THE death rate from Covid has halved in Scotland compared to a year ago, with mortality rates from cancer, dementia and respiratory diseases also lower than average for the time of year.

However, the latest figures from the National Records of Scotland (NRS) still show that more people are dying than expected when compared to the five year average. 

Its statistics point to an ongoing surge in deaths from "other" causes - which can cover everything from suicides and falls to medical emergencies such as sepsis - for the increase. 

The NRS report for March 2023 shows that there were a total of 5,646 deaths registered in Scotland last month.

This was up from 5,105 in February but down from more than 6,700 in January. 

The Herald: Heart disease and dementia were the main causes of death in Scotland in MarchHeart disease and dementia were the main causes of death in Scotland in March (Image: NRS)

Compared to the five-year average, the number of deaths recorded in March showed an increase of 10 per cent - up by 526 - continuing the pattern seen during 2022. 

NRS calculates the excess death rate for 2023 against the average for the same month in 2017, 2018, 2019, 2021 and 2022. 

It excludes 2020 due to the abnormally high numbers of deaths which occurred in the early stages of the Covid pandemic. 

In March, the most common causes of death were ischaemic heart diseases (668 deaths) and dementia, including Alzheimer's disease (576 deaths).

READ MORE: Are excess death rates in Scotland really soaring? 

Covid remained among the ten most common causes of death, but was the "underlying" cause for just 217 deaths last month compared to 397 in March 2022. 

Around half of the people who died in March died in hospital, but the numbers of people dying at home remains much higher than pre-pandemic levels and was 17% higher than the five-year average in March.

People aged 80 or older accounted for 62% of the excess deaths registered in March.

Overall, there were 2,895 deaths in adults over 80 - roughly half the total for the month - but deaths in this age group were also 13% higher than the five-year average. 

Separate analysis by the NRS looks at the death rate per 100,000 people. 

This enable statisticians to tracks trends over time because it adjusts for changes in demographics which inevitably lead to an increase in the number of deaths - such as an ageing population or an increase in the population size. 

Using this analysis, the age-standardised mortality rate (ASMR) for March was 1,199 deaths per 100,000 people. 

This is 4% higher than the five-year average - meaning that there were 46 'extra' deaths per 100,000. 

Covid was the underlying cause for roughly 46 deaths per 100,000, compared to 88 per 100,000 in March 2023. 

The Herald: Graphs shows Scotland's excess mortality over time, by number of deaths (light purple) and the death rate measure known as ASMR (dark purple)Graphs shows Scotland's excess mortality over time, by number of deaths (light purple) and the death rate measure known as ASMR (dark purple) (Image: NRS)

The analysis shows also declines in the mortality rates from cancer, dementia, and respiratory diseases compared to the five year average. 

In the case of cancer, the mortality rate in March was 1.7% lower than the five-year average with five fewer deaths than expected per 100,000 people. It was also down by 8% compared to March 2017. 

This may partly reflect improvements in cancer treatments, particularly the growth in availability of life-extending immunotherapies on the NHS. 

READ MORE: Why are deaths from cancer in Scotland lower in 2022 than before the pandemic?

For dementia and Alzheimer's disease, the mortality rate was down by 1.8% compared to the five-year average, with the death rate from respiratory diseases down by 1.5%. 

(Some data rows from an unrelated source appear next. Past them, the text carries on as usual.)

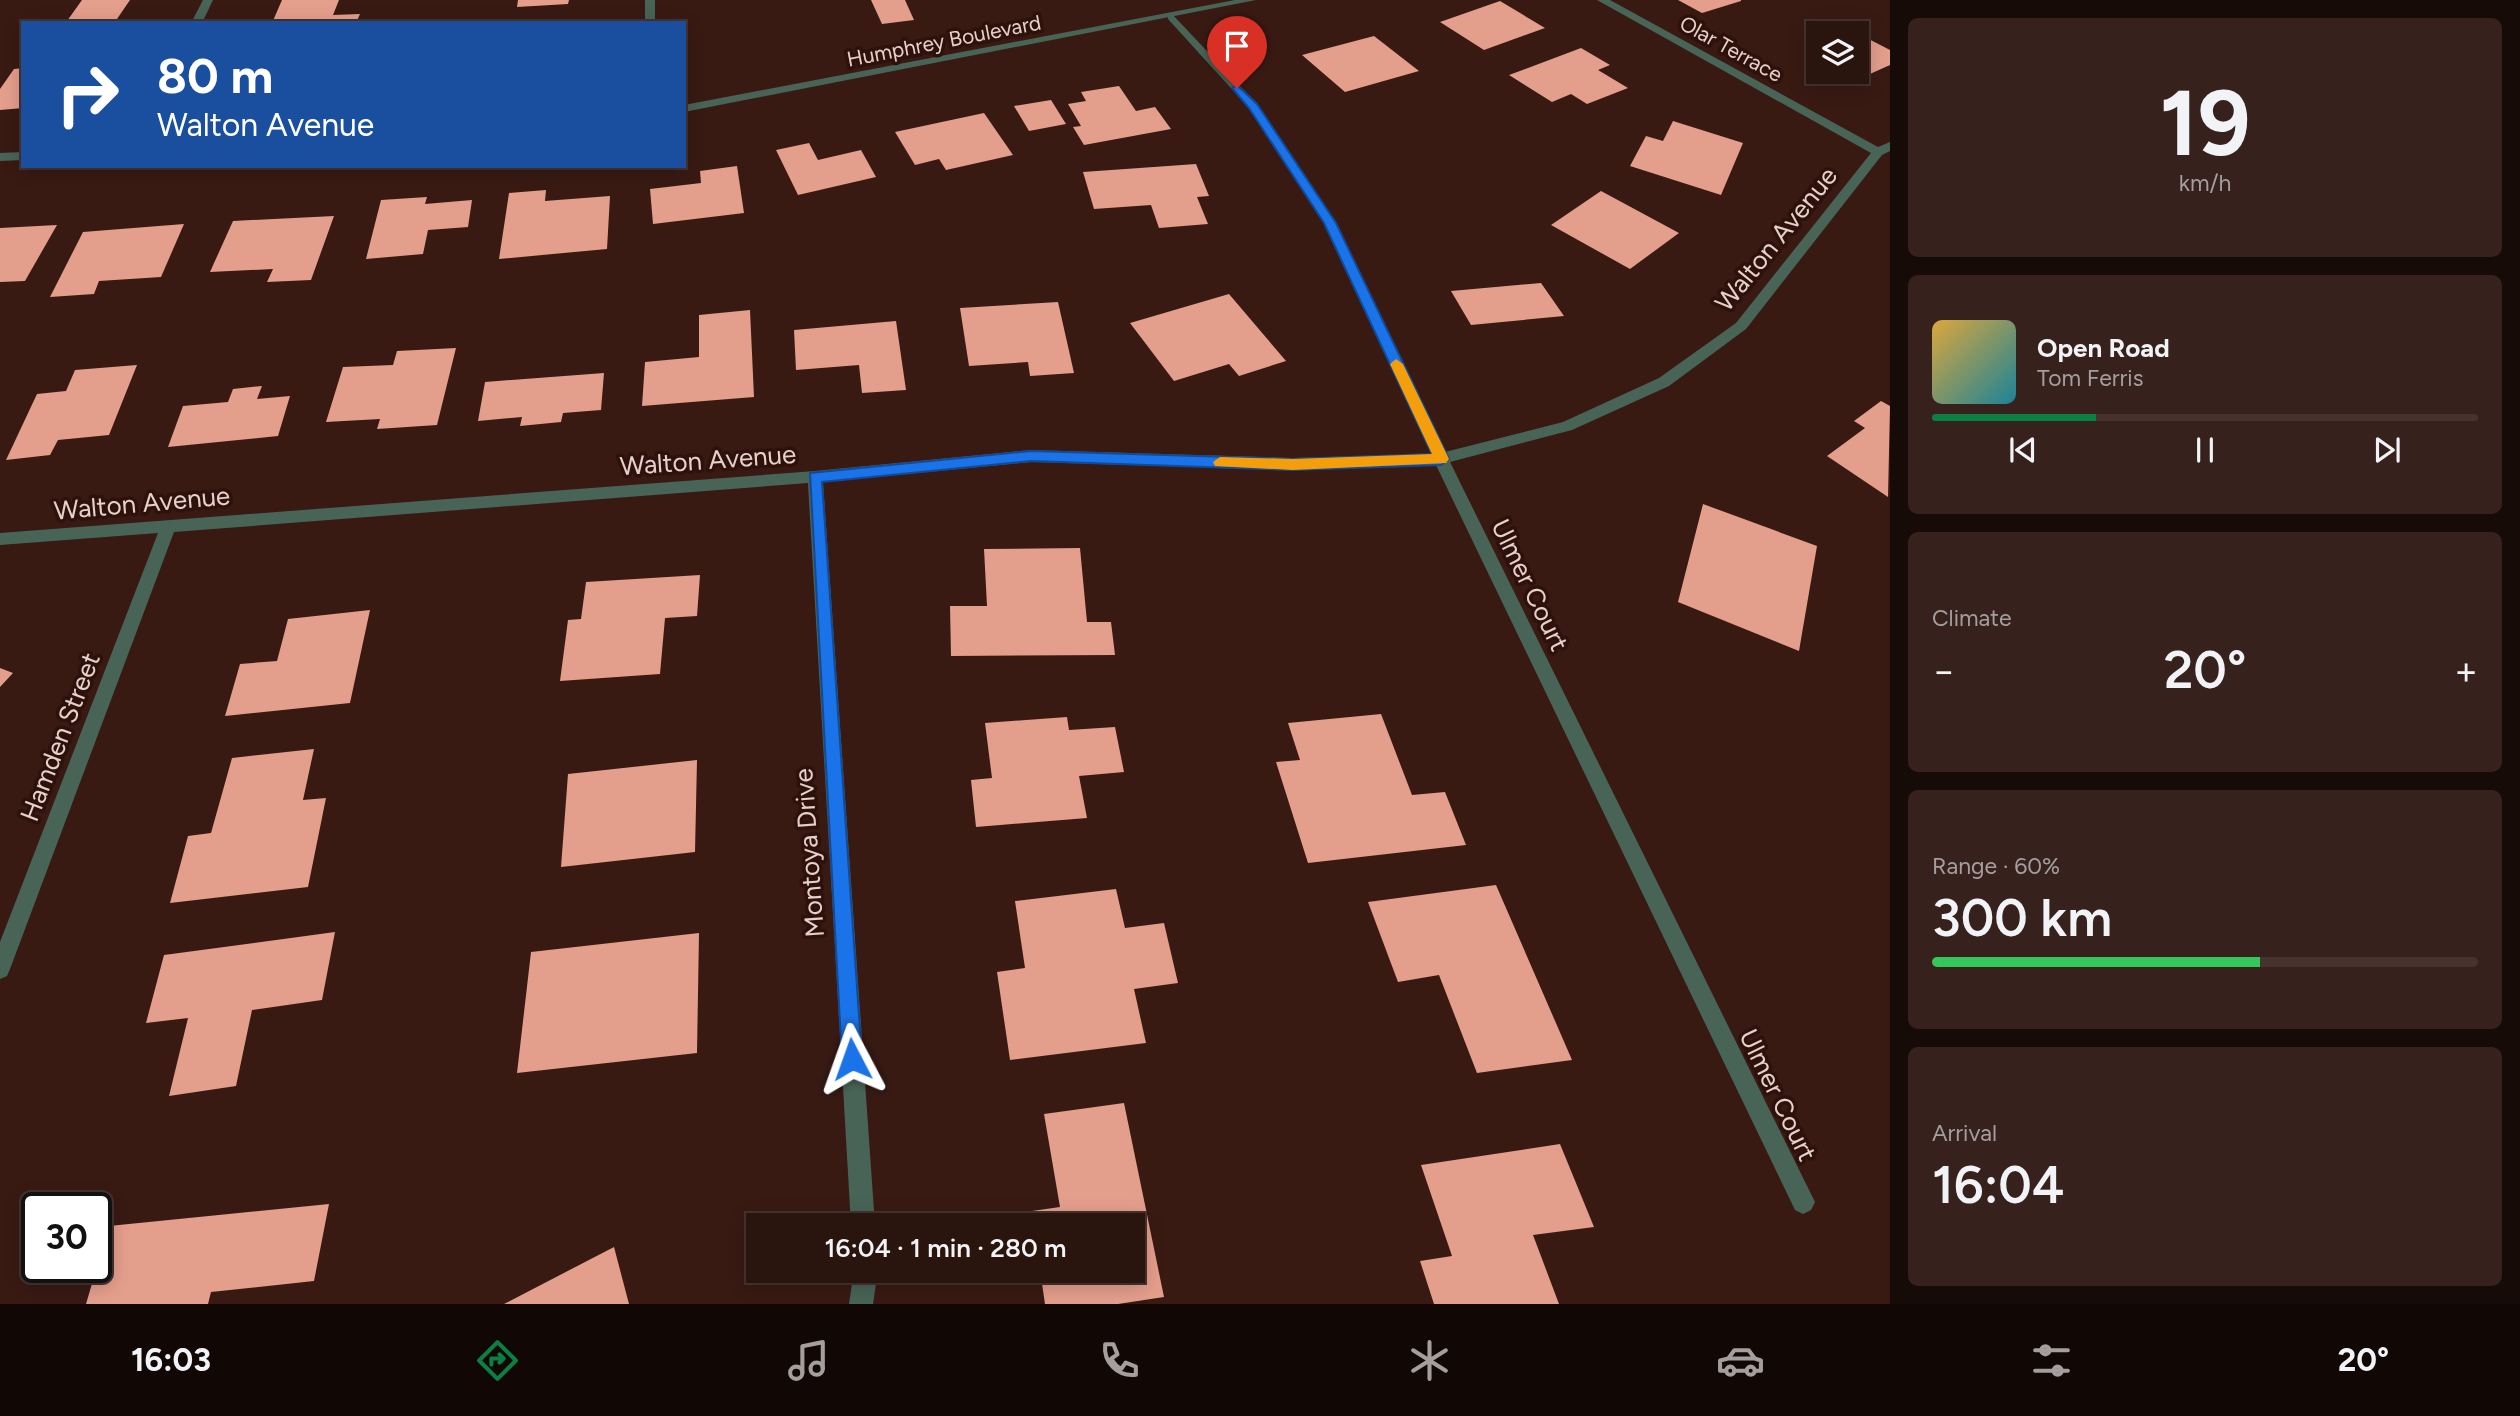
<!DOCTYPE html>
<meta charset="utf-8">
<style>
body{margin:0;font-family:Figtree,sans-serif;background:#36211c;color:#f1f3f6;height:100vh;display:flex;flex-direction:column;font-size:26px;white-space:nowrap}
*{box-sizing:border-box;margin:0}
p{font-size:23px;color:#a59e9e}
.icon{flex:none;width:38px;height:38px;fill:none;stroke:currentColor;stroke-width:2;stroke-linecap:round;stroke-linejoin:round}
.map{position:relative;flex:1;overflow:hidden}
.panel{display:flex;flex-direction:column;gap:18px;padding:18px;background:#170b08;width:630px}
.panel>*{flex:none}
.guide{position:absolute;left:21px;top:21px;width:665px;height:147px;border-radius:0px;box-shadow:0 4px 18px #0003,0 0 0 2px #46332e;background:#1a4fa0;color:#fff;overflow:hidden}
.buttons{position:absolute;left:1806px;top:21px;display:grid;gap:14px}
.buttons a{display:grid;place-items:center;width:63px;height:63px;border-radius:0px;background:#2a140e;box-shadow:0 4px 18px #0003,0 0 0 2px #46332e;font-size:35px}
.speed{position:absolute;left:21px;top:1192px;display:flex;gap:14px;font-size:35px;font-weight:700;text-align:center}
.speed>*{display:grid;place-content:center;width:91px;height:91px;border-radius:50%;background:#2a140e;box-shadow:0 4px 18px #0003,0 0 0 2px #46332e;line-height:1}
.speed .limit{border:4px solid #111;border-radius:10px;background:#fff;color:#111}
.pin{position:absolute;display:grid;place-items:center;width:60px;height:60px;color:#fff;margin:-72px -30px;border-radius:50% 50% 50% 0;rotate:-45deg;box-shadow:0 0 7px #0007}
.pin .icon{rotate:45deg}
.me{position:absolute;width:77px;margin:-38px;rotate:356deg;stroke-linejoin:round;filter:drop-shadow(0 0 5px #0008)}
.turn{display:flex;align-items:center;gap:24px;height:147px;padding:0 21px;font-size:32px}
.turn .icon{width:91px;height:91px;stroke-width:2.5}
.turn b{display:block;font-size:49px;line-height:60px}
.big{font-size:52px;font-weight:600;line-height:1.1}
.panel .widget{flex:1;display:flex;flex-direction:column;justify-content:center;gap:10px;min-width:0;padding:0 24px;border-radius:10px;background:#36211c}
.panel .dial{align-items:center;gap:0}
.dial b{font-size:91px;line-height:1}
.song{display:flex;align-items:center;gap:21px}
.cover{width:84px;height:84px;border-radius:10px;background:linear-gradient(135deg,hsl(40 70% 55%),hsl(190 70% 35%))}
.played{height:7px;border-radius:4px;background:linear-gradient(90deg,#0b8043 30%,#46332e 30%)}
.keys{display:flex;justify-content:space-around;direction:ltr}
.heat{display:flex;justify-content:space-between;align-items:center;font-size:38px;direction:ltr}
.charge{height:10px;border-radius:5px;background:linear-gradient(90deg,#34c759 60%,#46332e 0)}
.trip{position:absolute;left:746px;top:1213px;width:399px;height:70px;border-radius:0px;background:#2a140e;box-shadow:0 4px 18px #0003,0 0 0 2px #46332e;font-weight:600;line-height:70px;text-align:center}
.dock{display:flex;height:112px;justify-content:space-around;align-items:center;background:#110806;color:#a59e9e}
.dock .icon{width:49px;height:49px}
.dock .on{color:#0b8043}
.dock b{font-size:32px;color:#f1f3f6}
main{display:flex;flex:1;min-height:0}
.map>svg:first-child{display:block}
.building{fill:#e49e8c}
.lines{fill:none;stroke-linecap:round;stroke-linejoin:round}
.minor{fill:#486457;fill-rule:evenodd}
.tertiary{fill:#486457;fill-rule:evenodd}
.route{fill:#1a73e8;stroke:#114b97;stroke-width:2}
.slow{fill:#f59e0b}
.labels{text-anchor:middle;stroke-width:7;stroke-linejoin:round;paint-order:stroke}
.far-street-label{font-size:21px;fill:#e5d1cb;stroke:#2d110a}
.street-label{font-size:26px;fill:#e5d1cb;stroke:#2d110a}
</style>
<main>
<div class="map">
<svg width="1890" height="1304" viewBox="0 0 1890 1304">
<rect width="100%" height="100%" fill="#381a13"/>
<!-- building -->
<path class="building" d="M82 0H130L117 19 67 21Z
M282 0H339L333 15 360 14 356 23H272Z
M518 0H569L568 4 517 7Z
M871 0H905L914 20 882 24Z
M1678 0H1741V1L1702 13Z
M1500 1 1545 28 1484 50 1440 22Z
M1857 33 1890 50V65L1861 78 1848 72H1857Z
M1374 36 1419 71 1345 92 1302 55Z
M1581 48 1610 65 1598 70 1628 88 1587 104 1571 94 1552 102 1509 75Z
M23 68V108L0 110V89L14 69Z
M1119 86 1136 111 1155 107 1171 129 1084 145 1073 127 1081 126 1068 104 1086 101 1081 92Z
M1051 100 1066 124 1029 131 1014 106Z
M984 113 1013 155 946 170 939 159 915 165 895 132Z
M1673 121 1743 143 1721 195 1630 166 1646 136 1663 141Z
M809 143 818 160 861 150 876 177 798 195 776 150Z
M1196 164 1209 196 1197 197 1208 224 1159 228 1151 205 1094 209 1083 172Z
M737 166 744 213 653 224 650 189 701 183 700 171Z
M546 190 545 201 610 196 607 249 499 259 509 193Z
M1601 191 1679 233 1630 269 1551 225Z
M427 197 425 204 472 200 468 227 428 230 423 254 366 259 381 200Z
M334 216 311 280 267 282 273 269 210 272 233 221Z
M184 224 161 277 99 281 94 294 50 297 83 232Z
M57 225 25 281 0 282V228Z
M1541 283 1564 316 1471 325 1451 291Z
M1229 294 1286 361 1239 376 1229 364 1174 381 1130 323Z
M1058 302 1074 373 1030 376 1028 362 969 366 960 308Z
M750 310 754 397 642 406 645 362 699 357V315Z
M896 321 906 390 862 393 859 365 796 370 794 330Z
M456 348 437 425 377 429 380 419 326 422 343 367 393 365 397 351Z
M137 365 109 435 58 440 50 455 6 460 37 394 66 391 75 370Z
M604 373 601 410 563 413 561 422 520 426 522 417 478 421 485 382Z
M262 386 257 399 290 396 278 436 168 447 183 406 228 402 233 389Z
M1881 401 1890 406 1888 497 1827 456 1865 428 1854 421Z
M1703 504 1817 546 1799 651 1678 602Z
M1080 548 1087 622H1111L1115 655 951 656 950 606H987L984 549Z
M700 575 697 616 665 618 660 674 560 681 568 620 581 619 586 582Z
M370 610 350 703 225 716 240 664 277 661 288 619Z
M0 668 13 673 0 687Z
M1381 714 1412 795 1445 792 1466 845 1308 863 1276 762 1300 760 1288 723Z
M1067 717 1069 730 1115 727 1124 772 1079 776 1087 818 976 827 971 780 992 778 985 723Z
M314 749 303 800 326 798 308 887 170 903 188 836 211 833 232 758Z
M697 760 695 852 561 867 568 774Z
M1496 885 1572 1060 1477 1073 1439 975 1398 982 1368 902Z
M1116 889 1125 928 1164 923 1178 983 1134 989 1146 1043 1010 1060 997 972 1025 968 1015 901Z
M335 932 322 1000 252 1010 236 1086 169 1096 188 1018 146 1023 164 955Z
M699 933 697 1053 517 1073 531 952Z
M1124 1103 1164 1297 1118 1304H1045L1040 1270H1132V1225H1034L1032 1211 1060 1207 1044 1114Z
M1560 1144 1594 1227 1533 1235 1559 1304H1434L1420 1261 1452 1256 1421 1165Z
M329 1204 314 1281 211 1292 208 1304H86L109 1226Z
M614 1247 629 1304H504Z"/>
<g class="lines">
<!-- minor -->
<path class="minor" d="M203 0H213L202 23H191Z
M645 0H655V23H645Z
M1597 0H1610L1878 147 1890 142V151L1882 155 1746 329 1669 386 1572 430 1450 462 1811 1194 1815 1202 1811 1210 1803 1214 1795 1210 1436 465 1293 470 1031 462 823 482 875 1225H851L808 483 174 532 10 969 7 976 0 979V942L158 533 0 545V533L815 471 1031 450 1293 458 1431 454 1324 223 1249 108 1168 19V15L1172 14 1257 104 1336 223 1445 452 1563 422 1659 378 1736 323 1871 153Z
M854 1270H878L873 1304H849Z"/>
<!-- tertiary -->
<path class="tertiary" d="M1235 0H1256L684 112V105Z
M23 152V160L0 161V153Z"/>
</g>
<!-- route -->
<path class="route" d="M1237 85 1257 104 1336 223 1449 459 1441 465 1293 470 1031 461 822 482 862 1059 859 1066 852 1069 845 1066 842 1059 810 473 1031 451 1293 459 1432 454 1324 223 1249 108 1232 88Z"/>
<!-- slow -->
<path class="slow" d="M1396 359 1403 364 1449 459 1446 463 1293 470 1215 466 1213 462 1220 457 1293 459 1432 454 1390 364Z"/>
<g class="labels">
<!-- far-street labels -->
<g class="far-street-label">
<text transform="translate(944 41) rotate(-11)" y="7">Humphrey Boulevard</text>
<text transform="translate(1731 49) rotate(29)" y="7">Olar Terrace</text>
</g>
<!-- street labels -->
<g class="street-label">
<text transform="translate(1776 239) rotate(-51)" y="9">Walton Avenue</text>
<text transform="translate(708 460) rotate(-4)" y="9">Walton Avenue</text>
<text transform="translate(142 503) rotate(-5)" y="9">Walton Avenue</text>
<text transform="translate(1530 585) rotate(64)" y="9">Ulmer Court</text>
<text transform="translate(60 737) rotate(-69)" y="9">Hamden Street</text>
<text transform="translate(809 853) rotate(-94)" y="9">Montoya Drive</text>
<text transform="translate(1778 1095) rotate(64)" y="9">Ulmer Court</text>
</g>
</g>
</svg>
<div class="buttons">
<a><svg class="icon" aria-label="layers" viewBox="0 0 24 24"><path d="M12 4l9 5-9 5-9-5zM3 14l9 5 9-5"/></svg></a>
</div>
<div class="speed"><div class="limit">30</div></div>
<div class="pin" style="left:1237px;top:88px;background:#d93025"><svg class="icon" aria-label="arrive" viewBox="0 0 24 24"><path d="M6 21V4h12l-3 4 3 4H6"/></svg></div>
<svg class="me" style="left:852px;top:1059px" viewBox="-20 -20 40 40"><path d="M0-17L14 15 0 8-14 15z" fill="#1a73e8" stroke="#fff" stroke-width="4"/></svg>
<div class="trip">16:04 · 1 min · 280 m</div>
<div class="guide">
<div class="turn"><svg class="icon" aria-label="right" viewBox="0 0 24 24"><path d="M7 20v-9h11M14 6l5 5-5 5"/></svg><div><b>80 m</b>Walton Avenue</div></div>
</div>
</div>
<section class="panel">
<div class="widget dial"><b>19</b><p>km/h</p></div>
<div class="widget">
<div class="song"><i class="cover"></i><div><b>Open Road</b><p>Tom Ferris</p></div></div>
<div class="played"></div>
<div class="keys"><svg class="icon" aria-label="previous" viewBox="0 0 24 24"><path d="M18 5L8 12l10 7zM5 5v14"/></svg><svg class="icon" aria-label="pause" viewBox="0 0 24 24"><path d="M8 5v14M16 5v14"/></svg><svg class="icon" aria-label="next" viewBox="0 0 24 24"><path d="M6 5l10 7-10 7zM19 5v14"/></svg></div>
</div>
<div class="widget"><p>Climate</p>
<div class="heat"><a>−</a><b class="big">20°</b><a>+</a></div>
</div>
<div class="widget"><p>Range · 60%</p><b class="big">300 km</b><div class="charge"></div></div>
<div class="widget"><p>Arrival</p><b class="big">16:04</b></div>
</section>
</main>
<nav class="dock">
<b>16:03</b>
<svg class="icon on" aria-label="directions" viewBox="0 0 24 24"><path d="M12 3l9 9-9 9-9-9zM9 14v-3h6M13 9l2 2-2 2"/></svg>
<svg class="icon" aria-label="music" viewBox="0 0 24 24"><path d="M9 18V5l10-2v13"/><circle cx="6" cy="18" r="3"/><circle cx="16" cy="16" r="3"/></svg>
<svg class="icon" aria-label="phone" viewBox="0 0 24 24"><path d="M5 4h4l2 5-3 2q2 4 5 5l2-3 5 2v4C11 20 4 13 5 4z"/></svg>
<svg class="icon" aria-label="climate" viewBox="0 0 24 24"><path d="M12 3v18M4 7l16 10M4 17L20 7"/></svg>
<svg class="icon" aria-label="car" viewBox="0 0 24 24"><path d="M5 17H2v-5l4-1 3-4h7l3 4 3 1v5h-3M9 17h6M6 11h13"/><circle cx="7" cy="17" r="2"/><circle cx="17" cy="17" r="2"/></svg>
<svg class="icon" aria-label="filters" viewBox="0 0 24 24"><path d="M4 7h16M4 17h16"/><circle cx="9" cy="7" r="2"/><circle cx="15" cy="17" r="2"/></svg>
<b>20°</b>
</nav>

The 4% increase in the mortality rate is mainly being driven by 'other' causes, with a smaller uptick in circulatory causes. 

The Herald:

According to the NRS data, the mortality rate from circulatory causes - which includes heart disease, strokes, heart attacks, blood clots and other vascular conditions - was 305.7 per 100,000 in March 2023.

That compares to a five-year average of 303.2 per 100,000 - an increase in the mortality rate of 0.8%. 

In contrast, the mortality rate from 'other' causes was up 13% on the five-year average.

There were nearly 300 'other' deaths per 100,000 people in March - 34 more than expected when compared to previous years. 

READ MORE: A&E delays and excess deaths - is this the new normal?

This miscellaneous category covers anything that is not included in the other groupings, so can be anything except cancer, Covid, circulatory or respiratory causes, or dementia deaths. 

Julie Ramsay, a vital events statistician with NRS, said: “Deaths increased to higher than average levels during March after being at relatively normal levels during February.

"Our data shows that ischaemic heart disease was found to be the most common cause of all deaths in March.

"It was also the most common cause of death for men, however for women the most common cause was Alzheimer’s Disease or other types of dementia”.